ISCA Award for Emmanuel Vincent
On 6 September Emmanuel Vincent, Inria research director in the Nancy centre's Multispeech team, received the International Speech Communication Association (ISCA) award for the best paper published in the journalComputer Speech and Languageover the last five years. The winning paper, published in 2013, presents the conclusions of the first 'CHiME' speech recognition challenge organised in 2011 by Emmanuel and his colleagues from the University of Sheffield.
What does your research work focus on within the Multispeech team?
E.V: “I mainly work on speech and ambient noises. One of the tasks we are interested in is processing complex sound scenes where, for example, there are several people talking at the same time in a noisy environment, far from the microphone. We are seeking to 'clean' the signal in order to increase its intelligibility but also to better analyse it automatically, identify the people who are talking and recognise what they are saying. We are also looking to detect and recognise ambient noises.”

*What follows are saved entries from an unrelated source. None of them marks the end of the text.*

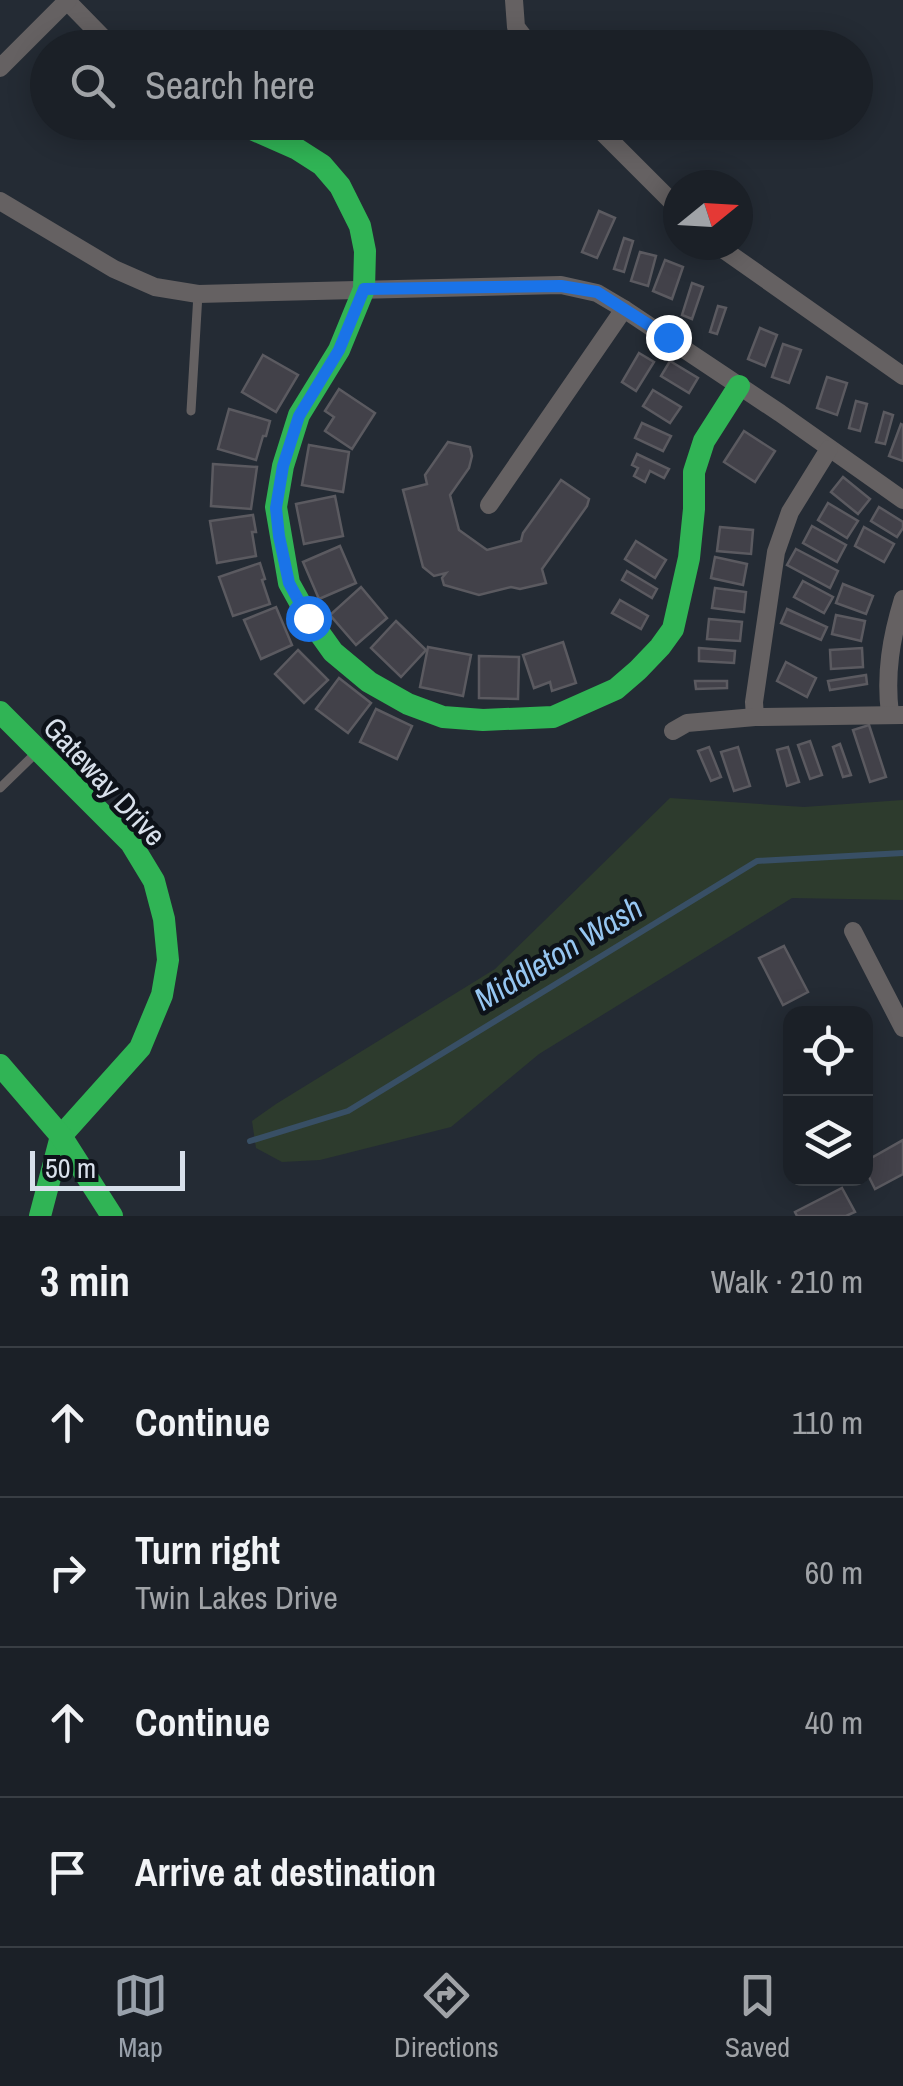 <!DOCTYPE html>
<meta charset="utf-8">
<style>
:root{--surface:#1b2027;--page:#24282f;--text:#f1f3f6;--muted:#a0a3a7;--line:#393e44;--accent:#99a1ab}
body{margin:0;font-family:"Archivo Narrow",sans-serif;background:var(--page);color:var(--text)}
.controls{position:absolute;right:30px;bottom:30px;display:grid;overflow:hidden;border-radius:20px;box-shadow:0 5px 25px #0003}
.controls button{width:90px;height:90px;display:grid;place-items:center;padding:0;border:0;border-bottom:2px solid var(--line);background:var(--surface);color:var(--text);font:50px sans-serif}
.compass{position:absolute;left:663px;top:170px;width:90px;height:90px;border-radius:50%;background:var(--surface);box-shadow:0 5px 25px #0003;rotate:72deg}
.scale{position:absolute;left:30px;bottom:25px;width:155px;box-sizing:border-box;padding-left:10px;border:5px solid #d8e0eb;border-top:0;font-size:28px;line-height:35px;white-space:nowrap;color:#d8e0eb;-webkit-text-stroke:8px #0d1219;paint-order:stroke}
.stop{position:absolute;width:30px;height:30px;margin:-22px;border:8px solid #1a73e8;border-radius:50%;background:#fff}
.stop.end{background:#1a73e8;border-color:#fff;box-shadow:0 2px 10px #0008}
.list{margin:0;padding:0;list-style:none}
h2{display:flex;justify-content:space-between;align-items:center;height:130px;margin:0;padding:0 40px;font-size:42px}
h2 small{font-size:32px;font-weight:400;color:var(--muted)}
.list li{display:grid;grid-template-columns:65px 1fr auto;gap:30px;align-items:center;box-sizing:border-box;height:150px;padding:0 40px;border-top:2px solid var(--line)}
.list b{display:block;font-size:38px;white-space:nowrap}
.list p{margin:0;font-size:32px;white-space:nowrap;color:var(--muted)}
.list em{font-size:32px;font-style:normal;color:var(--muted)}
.icon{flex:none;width:55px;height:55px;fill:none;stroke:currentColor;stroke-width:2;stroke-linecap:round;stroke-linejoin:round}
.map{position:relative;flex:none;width:903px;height:1216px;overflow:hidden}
.search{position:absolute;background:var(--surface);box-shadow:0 5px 25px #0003;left:30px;right:30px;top:30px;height:110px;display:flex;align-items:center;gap:25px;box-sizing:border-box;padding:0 35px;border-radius:55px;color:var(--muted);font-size:38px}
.sheet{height:730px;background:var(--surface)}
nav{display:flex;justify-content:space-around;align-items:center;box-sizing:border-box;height:140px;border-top:2px solid var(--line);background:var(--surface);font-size:28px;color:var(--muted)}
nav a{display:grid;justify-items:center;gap:5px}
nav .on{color:var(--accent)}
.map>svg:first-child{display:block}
</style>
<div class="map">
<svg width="903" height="1216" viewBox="0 0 903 1216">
<rect width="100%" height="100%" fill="#242b34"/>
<!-- green -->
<polygon fill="#2d3b2d" points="670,798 804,807 903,800 903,900 792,898 539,1054 451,1127 320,1160 282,1162 256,1148 252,1121 276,1104 495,969"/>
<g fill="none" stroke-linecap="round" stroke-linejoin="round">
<!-- stream -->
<polyline stroke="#384f65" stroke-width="6" points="250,1141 348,1111 757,861 903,853"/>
</g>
<!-- building -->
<g fill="#424149" stroke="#5b5a60" stroke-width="2.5">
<polygon points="599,211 615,218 597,258 582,252"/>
<polygon points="624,238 633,241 624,272 614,269"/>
<polygon points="640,252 656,256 648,286 631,281"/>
<polygon points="665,260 683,267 672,299 653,291"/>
<polygon points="692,283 703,287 692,319 682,315"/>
<polygon points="718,306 726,308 717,334 710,332"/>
<polygon points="760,328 777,335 765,366 748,359"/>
<polygon points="783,344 801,350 789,383 772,377"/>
<polygon points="639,353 654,362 636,391 622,382"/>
<polygon points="263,355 298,375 276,412 242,392"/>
<polygon points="670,361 698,378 689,393 661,376"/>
<polygon points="827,377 847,383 837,415 817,408"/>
<polygon points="339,389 375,413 352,449 325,431 334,417 325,411"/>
<polygon points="653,390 681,407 670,423 643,406"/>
<polygon points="856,401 867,404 860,431 849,428"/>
<polygon points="229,409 270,421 266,436 263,436 256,460 218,449"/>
<polygon points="884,412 893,415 885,444 876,442"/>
<polygon points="642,423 671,436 663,451 635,438"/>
<polygon points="901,424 903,425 903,461 889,456"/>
<polygon points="744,431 775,451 755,482 724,462"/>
<polygon points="448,442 470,447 472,456 469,468 450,495 459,530 487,550 521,541 523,533 561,480 589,499 587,506 542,569 546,583 520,589 511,587 479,595 444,585 442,578 446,573 434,576 423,567 403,490 427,484 425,475"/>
<polygon points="309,445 349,452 343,492 302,485"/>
<polygon points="637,454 669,469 664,478 650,471 645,482 634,476 638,468 632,465"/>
<polygon points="213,464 257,467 251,509 211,506"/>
<polygon points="843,477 870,499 858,514 831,492"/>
<polygon points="335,496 343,536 304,544 296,504"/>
<polygon points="828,503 858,521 847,538 818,520"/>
<polygon points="879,507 903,522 903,528 897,537 871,521"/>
<polygon points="253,515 256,532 252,532 256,556 217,563 210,521"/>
<polygon points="812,526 846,545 837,562 803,543"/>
<polygon points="720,527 753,530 751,554 717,551"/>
<polygon points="864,527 894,544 884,562 855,546"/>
<polygon points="636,541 666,560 655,578 625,559"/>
<polygon points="340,546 356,583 319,599 303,562"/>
<polygon points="796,549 838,571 830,588 787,565"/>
<polygon points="715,557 747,564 743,585 711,578"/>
<polygon points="260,563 265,579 262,580 270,604 233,616 219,577"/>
<polygon points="627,571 657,589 652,598 622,580"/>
<polygon points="803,581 833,597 824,613 794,597"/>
<polygon points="843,584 873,596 866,614 836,603"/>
<polygon points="361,587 387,618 356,645 330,615"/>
<polygon points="715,588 746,592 744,612 712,608"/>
<polygon points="620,600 648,616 641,629 612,613"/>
<polygon points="276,607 292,645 261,659 244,620"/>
<polygon points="787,609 827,627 821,640 781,623"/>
<polygon points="836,615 865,621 861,641 832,634"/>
<polygon points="709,619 742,622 740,641 707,639"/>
<polygon points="396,621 426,650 401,677 371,648"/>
<polygon points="563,642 576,683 552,691 550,682 534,688 523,655"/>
<polygon points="428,647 471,655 463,696 420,687"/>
<polygon points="699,648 735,651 734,663 699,661"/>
<polygon points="862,648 863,667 831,669 830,650"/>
<polygon points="298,650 328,680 304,703 275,674"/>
<polygon points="479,656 519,657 518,699 479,698"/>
<polygon points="786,662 816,678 807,697 777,681"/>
<polygon points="866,675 867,684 830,690 828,681"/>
<polygon points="339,678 371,703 348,733 316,709"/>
<polygon points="695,681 727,681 727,688 696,689"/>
<polygon points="376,709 412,726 397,759 360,742"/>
<polygon points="869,725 886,777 870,782 853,730"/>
<polygon points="810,741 822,775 810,779 798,745"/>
<polygon points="840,744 851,775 843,777 833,747"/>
<polygon points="709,747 721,777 711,781 698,751"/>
<polygon points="738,747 750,786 734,791 721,752"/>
<polygon points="788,747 799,782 787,786 777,750"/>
<polygon points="784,946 808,992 783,1005 759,958"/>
<polygon points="903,1140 903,1174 875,1189 866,1171 866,1161"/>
<polygon points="842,1188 855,1212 846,1216 797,1216 795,1212"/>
</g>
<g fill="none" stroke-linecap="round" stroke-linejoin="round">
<!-- lane -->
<g stroke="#656162" stroke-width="9">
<polyline points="191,411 198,294"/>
<polyline points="0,788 37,752"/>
</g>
<!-- street -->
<g stroke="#656162" stroke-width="18">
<polyline points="514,0 516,27 532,48"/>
<polyline points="67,1 113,48"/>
<polyline points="0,68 68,0"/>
<polyline points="592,122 678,208"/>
<polyline points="0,201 114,269 155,287 198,294 561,285 597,293 624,309 780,413 903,500"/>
<polyline points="717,245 903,376"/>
<polyline points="489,505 624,309"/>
<path d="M890 714C885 674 891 638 903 599"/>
<polyline points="755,717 754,702 776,552 790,512 829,449"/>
<polyline points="673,731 687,723 755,717 903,715"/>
<polyline points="853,931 903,1028"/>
</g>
<!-- fast -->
<g stroke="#30b455" stroke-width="22">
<polyline points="236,122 297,149 322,165 340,186 360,226 365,251 364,289 339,350 299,415 283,466 276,507 289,583 308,617 333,652 369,682 408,704 443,717 483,720 553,717 616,689 638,670 660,647 673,629 689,558 694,509 694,472 704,441 739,386"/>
<polyline points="0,712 131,843 154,881 164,919 168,960 162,995 140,1048 61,1136 40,1216"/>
<polyline points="0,1065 61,1136 112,1216"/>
</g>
</g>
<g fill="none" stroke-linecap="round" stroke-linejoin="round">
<!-- route -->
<polyline stroke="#1a73e8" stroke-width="12" points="308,618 289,583 279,536 276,508 283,466 299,416 339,350 364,289 561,286 597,292 668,337"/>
</g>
<g text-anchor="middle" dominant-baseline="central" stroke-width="9" stroke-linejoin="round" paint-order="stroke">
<!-- street labels -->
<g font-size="30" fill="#d8e0eb" stroke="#0d1219">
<text transform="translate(105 781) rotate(47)">Gateway Drive</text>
</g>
<!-- water labels -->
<g font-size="32" font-style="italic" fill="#96c6f1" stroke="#0d1219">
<text transform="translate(558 953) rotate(-31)">Middleton Wash</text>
</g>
</g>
</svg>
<div class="controls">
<button><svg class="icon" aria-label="locate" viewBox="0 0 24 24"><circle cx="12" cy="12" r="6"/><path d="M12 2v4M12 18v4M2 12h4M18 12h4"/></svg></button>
<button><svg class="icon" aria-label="layers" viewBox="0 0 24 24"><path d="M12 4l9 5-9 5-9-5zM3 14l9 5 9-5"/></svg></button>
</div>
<svg class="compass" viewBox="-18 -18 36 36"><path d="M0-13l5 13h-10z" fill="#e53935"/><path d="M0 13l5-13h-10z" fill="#a0a3a7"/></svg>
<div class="scale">50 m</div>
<div class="stop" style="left:308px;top:618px"></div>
<div class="stop end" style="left:668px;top:337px"></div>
<div class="search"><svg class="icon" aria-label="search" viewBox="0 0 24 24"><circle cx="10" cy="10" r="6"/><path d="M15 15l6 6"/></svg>Search here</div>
</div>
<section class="sheet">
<h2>3 min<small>Walk · 210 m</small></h2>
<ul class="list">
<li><svg class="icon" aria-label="ahead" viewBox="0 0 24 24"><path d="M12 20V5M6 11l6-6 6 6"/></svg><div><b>Continue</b></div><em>110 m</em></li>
<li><svg class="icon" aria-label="right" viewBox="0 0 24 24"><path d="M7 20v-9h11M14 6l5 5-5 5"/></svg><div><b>Turn right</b><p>Twin Lakes Drive</p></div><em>60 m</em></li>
<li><svg class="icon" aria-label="ahead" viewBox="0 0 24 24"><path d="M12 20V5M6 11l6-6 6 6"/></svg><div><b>Continue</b></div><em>40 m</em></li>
<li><svg class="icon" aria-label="arrive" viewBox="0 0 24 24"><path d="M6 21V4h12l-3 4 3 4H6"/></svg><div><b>Arrive at destination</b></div></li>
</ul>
</section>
<nav>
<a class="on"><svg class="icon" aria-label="map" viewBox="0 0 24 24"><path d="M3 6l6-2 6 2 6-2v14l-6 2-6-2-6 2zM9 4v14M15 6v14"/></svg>Map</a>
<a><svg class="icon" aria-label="directions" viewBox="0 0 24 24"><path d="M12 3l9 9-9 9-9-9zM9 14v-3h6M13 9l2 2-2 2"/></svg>Directions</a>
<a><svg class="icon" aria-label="saved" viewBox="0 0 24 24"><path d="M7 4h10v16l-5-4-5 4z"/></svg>Saved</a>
</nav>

What can you tell us about the ISCA award?
E.V: “ISCA is the international learned society that covers all research fields on speech; it brings together computer scientists, signal processors, phoneticians, linguists, etc.
In this case, the recognition is not for my own research but for an evaluation campaign I co-organised with colleagues from the University of Sheffield, in England, and the scientific advances that resulted from it. This campaign had a certain impact on the community and became a series of campaigns - the fifth edition of which has just ended.
In short, this scientific challenge focused on the recognition of voice commands in a noisy domestic environment from a distance of two metres. Speech recognition techniques have improved greatly over the last years however, when we began to reflect on this campaign in 2010, it was a significant challenge for both the scientists and companies such as Google and Amazon to design hands-free technologies - and particularly in a domestic environment where noises are exacerbated.
As the campaigns progressed, major advances were made. In 2015, we provided the participants with state-of-the-art software that made 33% of errors on the words transcribed in a use case. A year and a half later, the error rate had fallen to 2%! This use case is resolved and we have turned our attention to more difficult cases."